▶ [ASSIGNMENT]:
Return, from the lines below, each one that includes the word "Parse".

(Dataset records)
===
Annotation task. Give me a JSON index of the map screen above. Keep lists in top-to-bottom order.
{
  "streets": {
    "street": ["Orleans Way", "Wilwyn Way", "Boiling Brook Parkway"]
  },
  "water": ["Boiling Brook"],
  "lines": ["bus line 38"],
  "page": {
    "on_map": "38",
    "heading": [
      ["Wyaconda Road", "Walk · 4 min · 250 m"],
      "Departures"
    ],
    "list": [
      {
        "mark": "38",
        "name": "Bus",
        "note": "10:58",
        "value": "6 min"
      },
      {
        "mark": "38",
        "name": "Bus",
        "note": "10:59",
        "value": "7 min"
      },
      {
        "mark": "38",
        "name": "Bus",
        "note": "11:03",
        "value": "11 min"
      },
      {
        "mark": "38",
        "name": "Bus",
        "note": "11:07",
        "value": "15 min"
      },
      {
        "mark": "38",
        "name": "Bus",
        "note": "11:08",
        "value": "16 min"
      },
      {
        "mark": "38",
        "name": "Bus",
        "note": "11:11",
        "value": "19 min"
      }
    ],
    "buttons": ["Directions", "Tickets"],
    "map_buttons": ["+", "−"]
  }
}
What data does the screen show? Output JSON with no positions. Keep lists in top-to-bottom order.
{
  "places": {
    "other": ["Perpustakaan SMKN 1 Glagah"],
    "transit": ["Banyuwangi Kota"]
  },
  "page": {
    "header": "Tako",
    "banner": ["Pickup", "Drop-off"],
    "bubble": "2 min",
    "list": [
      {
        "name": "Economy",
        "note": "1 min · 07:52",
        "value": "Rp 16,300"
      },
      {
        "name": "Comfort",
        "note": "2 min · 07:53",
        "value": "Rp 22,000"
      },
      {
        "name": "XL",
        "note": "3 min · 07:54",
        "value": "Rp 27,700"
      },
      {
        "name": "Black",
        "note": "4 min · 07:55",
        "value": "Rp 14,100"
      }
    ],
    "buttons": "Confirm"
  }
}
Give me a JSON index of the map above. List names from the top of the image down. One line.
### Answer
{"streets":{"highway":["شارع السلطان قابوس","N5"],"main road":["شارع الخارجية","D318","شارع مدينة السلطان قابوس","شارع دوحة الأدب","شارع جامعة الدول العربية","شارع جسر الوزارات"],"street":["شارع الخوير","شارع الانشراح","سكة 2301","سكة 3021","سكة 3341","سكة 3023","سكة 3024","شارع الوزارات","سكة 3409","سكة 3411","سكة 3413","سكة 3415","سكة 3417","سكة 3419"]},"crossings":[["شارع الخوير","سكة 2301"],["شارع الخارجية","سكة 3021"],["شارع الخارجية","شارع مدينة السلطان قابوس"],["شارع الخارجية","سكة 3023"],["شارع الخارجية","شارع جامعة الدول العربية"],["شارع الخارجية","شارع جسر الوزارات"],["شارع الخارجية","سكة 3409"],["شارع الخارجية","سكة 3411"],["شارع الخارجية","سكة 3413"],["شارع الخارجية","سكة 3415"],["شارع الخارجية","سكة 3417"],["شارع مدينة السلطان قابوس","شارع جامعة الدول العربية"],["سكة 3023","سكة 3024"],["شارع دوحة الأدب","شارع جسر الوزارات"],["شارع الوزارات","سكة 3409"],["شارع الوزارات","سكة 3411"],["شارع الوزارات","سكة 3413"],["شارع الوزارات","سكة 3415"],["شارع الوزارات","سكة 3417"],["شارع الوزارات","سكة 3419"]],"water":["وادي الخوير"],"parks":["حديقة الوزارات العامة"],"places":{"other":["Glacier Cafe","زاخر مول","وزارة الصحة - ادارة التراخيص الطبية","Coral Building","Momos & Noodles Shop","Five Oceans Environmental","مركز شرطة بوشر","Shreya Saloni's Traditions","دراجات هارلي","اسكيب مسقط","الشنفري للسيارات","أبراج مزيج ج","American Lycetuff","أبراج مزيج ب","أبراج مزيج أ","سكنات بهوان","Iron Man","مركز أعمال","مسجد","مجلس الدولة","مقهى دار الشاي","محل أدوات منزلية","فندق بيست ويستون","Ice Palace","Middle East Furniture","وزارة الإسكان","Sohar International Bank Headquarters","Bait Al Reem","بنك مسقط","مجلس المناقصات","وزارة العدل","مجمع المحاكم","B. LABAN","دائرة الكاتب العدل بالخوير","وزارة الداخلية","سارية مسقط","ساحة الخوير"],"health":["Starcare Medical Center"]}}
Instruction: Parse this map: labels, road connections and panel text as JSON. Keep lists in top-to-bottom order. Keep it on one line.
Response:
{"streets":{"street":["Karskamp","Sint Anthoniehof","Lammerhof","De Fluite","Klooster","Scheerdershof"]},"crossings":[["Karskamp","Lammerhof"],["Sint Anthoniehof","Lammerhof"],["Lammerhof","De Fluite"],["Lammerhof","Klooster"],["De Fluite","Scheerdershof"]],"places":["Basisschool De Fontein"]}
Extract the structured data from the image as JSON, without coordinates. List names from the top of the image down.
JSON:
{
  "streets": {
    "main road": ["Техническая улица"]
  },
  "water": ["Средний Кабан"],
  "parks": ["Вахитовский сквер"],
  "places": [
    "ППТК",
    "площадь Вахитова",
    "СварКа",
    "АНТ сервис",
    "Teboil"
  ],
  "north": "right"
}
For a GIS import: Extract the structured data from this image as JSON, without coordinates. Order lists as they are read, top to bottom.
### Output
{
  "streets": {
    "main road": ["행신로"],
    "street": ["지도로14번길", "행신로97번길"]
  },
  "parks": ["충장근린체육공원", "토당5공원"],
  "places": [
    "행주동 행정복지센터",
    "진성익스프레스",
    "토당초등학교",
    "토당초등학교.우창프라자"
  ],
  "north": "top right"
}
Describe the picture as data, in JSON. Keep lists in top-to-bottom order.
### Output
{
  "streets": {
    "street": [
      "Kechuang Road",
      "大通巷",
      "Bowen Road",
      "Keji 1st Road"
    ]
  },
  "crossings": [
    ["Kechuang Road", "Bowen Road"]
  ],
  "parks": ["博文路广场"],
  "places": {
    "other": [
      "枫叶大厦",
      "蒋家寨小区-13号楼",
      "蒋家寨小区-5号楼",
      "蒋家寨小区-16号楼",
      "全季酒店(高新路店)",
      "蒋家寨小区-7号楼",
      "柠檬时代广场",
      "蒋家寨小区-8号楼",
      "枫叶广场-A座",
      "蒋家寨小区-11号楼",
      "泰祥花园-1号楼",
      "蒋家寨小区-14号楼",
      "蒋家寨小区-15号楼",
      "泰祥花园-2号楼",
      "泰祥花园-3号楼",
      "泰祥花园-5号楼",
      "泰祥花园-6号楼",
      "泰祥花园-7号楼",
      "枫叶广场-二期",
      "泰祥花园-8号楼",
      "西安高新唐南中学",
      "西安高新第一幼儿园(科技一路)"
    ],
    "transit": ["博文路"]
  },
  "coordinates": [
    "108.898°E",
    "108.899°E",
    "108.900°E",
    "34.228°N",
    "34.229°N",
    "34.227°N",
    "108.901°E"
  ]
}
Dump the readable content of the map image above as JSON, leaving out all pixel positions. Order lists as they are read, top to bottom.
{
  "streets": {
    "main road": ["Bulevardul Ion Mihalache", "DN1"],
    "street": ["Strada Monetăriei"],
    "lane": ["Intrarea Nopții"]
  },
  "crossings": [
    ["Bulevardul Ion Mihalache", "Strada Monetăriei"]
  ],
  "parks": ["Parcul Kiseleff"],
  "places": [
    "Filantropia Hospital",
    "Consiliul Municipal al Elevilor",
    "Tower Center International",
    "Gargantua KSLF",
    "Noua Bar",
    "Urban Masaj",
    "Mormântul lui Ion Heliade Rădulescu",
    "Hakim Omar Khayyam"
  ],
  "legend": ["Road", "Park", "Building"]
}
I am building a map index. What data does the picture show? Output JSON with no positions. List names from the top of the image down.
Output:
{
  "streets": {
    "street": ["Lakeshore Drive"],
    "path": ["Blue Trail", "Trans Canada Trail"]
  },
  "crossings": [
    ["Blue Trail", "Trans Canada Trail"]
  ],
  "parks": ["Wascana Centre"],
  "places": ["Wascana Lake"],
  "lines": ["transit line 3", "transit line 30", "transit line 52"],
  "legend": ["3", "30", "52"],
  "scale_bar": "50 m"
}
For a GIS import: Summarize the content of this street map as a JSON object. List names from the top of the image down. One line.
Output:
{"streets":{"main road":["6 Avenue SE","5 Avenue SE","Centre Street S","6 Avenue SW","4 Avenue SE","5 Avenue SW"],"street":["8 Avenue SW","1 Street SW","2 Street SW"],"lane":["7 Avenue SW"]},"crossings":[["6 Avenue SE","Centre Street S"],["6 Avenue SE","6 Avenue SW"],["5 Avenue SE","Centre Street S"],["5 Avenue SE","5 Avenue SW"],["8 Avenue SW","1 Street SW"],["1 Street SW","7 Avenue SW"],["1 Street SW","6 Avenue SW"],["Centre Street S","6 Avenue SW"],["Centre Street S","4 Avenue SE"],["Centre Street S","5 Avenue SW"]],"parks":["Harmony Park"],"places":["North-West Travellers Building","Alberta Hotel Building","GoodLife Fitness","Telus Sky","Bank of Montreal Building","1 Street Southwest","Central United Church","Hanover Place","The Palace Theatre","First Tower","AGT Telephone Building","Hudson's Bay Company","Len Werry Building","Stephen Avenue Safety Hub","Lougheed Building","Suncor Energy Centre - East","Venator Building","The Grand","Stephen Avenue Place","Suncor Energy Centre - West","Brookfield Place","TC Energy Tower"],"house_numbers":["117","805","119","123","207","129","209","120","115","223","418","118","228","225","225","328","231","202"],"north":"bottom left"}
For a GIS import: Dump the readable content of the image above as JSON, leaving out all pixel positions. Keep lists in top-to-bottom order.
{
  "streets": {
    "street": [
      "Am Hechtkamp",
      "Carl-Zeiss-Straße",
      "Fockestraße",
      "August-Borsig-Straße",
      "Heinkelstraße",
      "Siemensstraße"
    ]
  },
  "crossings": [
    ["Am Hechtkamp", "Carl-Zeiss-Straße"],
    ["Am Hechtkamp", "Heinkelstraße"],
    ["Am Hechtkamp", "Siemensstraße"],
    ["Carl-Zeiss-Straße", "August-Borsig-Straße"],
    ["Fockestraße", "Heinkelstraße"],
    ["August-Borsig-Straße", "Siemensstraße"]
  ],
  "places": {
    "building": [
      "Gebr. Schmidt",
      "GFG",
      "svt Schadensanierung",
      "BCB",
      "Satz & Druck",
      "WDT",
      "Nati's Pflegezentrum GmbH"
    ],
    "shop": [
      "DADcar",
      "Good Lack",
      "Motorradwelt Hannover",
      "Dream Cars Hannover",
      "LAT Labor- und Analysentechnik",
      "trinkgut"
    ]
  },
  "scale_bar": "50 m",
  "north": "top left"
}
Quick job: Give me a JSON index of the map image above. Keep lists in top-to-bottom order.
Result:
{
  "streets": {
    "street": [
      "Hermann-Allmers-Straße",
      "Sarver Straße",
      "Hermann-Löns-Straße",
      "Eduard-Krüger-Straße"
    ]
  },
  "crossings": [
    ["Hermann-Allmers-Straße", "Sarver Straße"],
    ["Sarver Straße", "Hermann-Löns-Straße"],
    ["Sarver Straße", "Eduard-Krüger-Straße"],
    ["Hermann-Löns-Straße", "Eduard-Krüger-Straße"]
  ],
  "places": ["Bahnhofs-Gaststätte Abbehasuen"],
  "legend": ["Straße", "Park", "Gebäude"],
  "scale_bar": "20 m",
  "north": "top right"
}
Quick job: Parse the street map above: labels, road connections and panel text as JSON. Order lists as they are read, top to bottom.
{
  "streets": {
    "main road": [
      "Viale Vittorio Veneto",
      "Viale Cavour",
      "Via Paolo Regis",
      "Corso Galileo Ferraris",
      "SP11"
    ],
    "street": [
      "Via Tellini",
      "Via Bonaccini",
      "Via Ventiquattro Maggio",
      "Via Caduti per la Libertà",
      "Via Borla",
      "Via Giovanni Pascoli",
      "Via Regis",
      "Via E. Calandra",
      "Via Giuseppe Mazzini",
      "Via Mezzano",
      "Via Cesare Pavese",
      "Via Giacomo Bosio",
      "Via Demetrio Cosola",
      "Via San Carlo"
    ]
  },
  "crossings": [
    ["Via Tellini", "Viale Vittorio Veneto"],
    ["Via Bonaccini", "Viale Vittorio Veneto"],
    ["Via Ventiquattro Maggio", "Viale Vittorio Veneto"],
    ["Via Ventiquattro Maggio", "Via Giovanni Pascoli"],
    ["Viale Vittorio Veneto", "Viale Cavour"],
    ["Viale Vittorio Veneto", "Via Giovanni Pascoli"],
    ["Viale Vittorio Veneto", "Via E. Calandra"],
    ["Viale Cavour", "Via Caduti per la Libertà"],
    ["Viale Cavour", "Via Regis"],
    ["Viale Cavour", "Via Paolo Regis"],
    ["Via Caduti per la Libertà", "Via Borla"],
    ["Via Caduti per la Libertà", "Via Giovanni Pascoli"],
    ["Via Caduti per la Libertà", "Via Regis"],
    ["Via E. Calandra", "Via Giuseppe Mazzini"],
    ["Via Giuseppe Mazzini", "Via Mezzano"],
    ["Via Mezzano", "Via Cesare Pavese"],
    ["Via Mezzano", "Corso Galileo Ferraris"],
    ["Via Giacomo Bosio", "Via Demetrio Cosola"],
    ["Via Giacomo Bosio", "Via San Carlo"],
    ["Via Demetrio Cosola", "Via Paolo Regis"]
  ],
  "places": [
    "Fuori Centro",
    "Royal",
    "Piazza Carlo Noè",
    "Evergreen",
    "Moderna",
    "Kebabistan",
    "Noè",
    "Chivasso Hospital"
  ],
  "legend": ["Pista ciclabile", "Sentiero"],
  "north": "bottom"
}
===
▶ [ANSWER FOR THE TASK]:
Instruction: Parse this map: labels, road connections and panel text as JSON. Keep lists in top-to-bottom order. Keep it on one line.
Quick job: Parse the street map above: labels, road connections and panel text as JSON. Order lists as they are read, top to bottom.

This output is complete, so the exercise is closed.